*** Opening of Records ***
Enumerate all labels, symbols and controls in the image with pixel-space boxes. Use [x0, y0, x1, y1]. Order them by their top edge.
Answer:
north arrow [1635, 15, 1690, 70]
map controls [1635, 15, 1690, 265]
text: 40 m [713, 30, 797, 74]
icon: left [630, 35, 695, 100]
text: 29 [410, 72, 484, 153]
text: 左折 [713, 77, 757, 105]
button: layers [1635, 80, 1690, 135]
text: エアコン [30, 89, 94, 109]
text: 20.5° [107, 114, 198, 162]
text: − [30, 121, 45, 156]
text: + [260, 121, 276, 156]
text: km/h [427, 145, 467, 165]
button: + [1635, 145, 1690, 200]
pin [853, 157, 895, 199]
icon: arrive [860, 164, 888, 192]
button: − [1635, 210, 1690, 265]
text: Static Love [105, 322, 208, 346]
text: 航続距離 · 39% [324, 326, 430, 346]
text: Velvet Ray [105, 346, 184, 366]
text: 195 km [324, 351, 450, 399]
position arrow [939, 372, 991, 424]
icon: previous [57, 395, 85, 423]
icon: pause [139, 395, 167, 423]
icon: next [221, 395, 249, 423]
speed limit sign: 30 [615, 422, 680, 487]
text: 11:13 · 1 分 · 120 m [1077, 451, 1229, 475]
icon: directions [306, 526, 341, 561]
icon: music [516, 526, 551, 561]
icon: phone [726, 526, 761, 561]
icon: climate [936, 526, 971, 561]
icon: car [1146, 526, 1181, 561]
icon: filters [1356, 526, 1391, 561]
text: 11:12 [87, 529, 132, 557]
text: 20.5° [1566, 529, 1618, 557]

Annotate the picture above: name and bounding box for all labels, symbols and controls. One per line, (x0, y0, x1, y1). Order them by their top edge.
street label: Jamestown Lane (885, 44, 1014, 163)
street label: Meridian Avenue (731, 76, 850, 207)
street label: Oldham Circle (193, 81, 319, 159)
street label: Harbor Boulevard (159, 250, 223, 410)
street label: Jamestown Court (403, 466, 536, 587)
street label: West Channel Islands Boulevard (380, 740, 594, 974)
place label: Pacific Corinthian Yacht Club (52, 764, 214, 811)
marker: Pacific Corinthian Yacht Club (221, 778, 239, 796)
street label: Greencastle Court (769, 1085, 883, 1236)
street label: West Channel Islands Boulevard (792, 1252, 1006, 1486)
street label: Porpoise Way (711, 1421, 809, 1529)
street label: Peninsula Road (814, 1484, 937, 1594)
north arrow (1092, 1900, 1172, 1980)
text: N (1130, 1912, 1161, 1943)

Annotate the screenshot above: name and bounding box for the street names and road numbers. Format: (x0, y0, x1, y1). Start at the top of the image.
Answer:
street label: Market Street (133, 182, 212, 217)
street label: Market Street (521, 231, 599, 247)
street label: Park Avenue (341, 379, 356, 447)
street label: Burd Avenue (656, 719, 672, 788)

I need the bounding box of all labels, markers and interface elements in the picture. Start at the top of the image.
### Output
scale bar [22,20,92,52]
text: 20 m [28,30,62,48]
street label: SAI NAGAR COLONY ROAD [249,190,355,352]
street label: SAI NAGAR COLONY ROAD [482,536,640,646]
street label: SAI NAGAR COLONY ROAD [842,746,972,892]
*** Close of Records ***
◆ Assignment ◆
Retype the records in full, keeping every word as it is.

◆ Task result ◆
Enumerate all labels, symbols and controls in the image with pixel-space boxes. Use [x0, y0, x1, y1]. Order them by their top edge.
Answer:
north arrow [1635, 15, 1690, 70]
map controls [1635, 15, 1690, 265]
text: 40 m [713, 30, 797, 74]
icon: left [630, 35, 695, 100]
text: 29 [410, 72, 484, 153]
text: 左折 [713, 77, 757, 105]
button: layers [1635, 80, 1690, 135]
text: エアコン [30, 89, 94, 109]
text: 20.5° [107, 114, 198, 162]
text: − [30, 121, 45, 156]
text: + [260, 121, 276, 156]
text: km/h [427, 145, 467, 165]
button: + [1635, 145, 1690, 200]
pin [853, 157, 895, 199]
icon: arrive [860, 164, 888, 192]
button: − [1635, 210, 1690, 265]
text: Static Love [105, 322, 208, 346]
text: 航続距離 · 39% [324, 326, 430, 346]
text: Velvet Ray [105, 346, 184, 366]
text: 195 km [324, 351, 450, 399]
position arrow [939, 372, 991, 424]
icon: previous [57, 395, 85, 423]
icon: pause [139, 395, 167, 423]
icon: next [221, 395, 249, 423]
speed limit sign: 30 [615, 422, 680, 487]
text: 11:13 · 1 分 · 120 m [1077, 451, 1229, 475]
icon: directions [306, 526, 341, 561]
icon: music [516, 526, 551, 561]
icon: phone [726, 526, 761, 561]
icon: climate [936, 526, 971, 561]
icon: car [1146, 526, 1181, 561]
icon: filters [1356, 526, 1391, 561]
text: 11:12 [87, 529, 132, 557]
text: 20.5° [1566, 529, 1618, 557]

Annotate the picture above: name and bounding box for all labels, symbols and controls. One per line, (x0, y0, x1, y1). Order them by their top edge.
street label: Jamestown Lane (885, 44, 1014, 163)
street label: Meridian Avenue (731, 76, 850, 207)
street label: Oldham Circle (193, 81, 319, 159)
street label: Harbor Boulevard (159, 250, 223, 410)
street label: Jamestown Court (403, 466, 536, 587)
street label: West Channel Islands Boulevard (380, 740, 594, 974)
place label: Pacific Corinthian Yacht Club (52, 764, 214, 811)
marker: Pacific Corinthian Yacht Club (221, 778, 239, 796)
street label: Greencastle Court (769, 1085, 883, 1236)
street label: West Channel Islands Boulevard (792, 1252, 1006, 1486)
street label: Porpoise Way (711, 1421, 809, 1529)
street label: Peninsula Road (814, 1484, 937, 1594)
north arrow (1092, 1900, 1172, 1980)
text: N (1130, 1912, 1161, 1943)

Annotate the screenshot above: name and bounding box for the street names and road numbers. Format: (x0, y0, x1, y1). Start at the top of the image.
Answer:
street label: Market Street (133, 182, 212, 217)
street label: Market Street (521, 231, 599, 247)
street label: Park Avenue (341, 379, 356, 447)
street label: Burd Avenue (656, 719, 672, 788)

I need the bounding box of all labels, markers and interface elements in the picture. Start at the top of the image.
### Output
scale bar [22,20,92,52]
text: 20 m [28,30,62,48]
street label: SAI NAGAR COLONY ROAD [249,190,355,352]
street label: SAI NAGAR COLONY ROAD [482,536,640,646]
street label: SAI NAGAR COLONY ROAD [842,746,972,892]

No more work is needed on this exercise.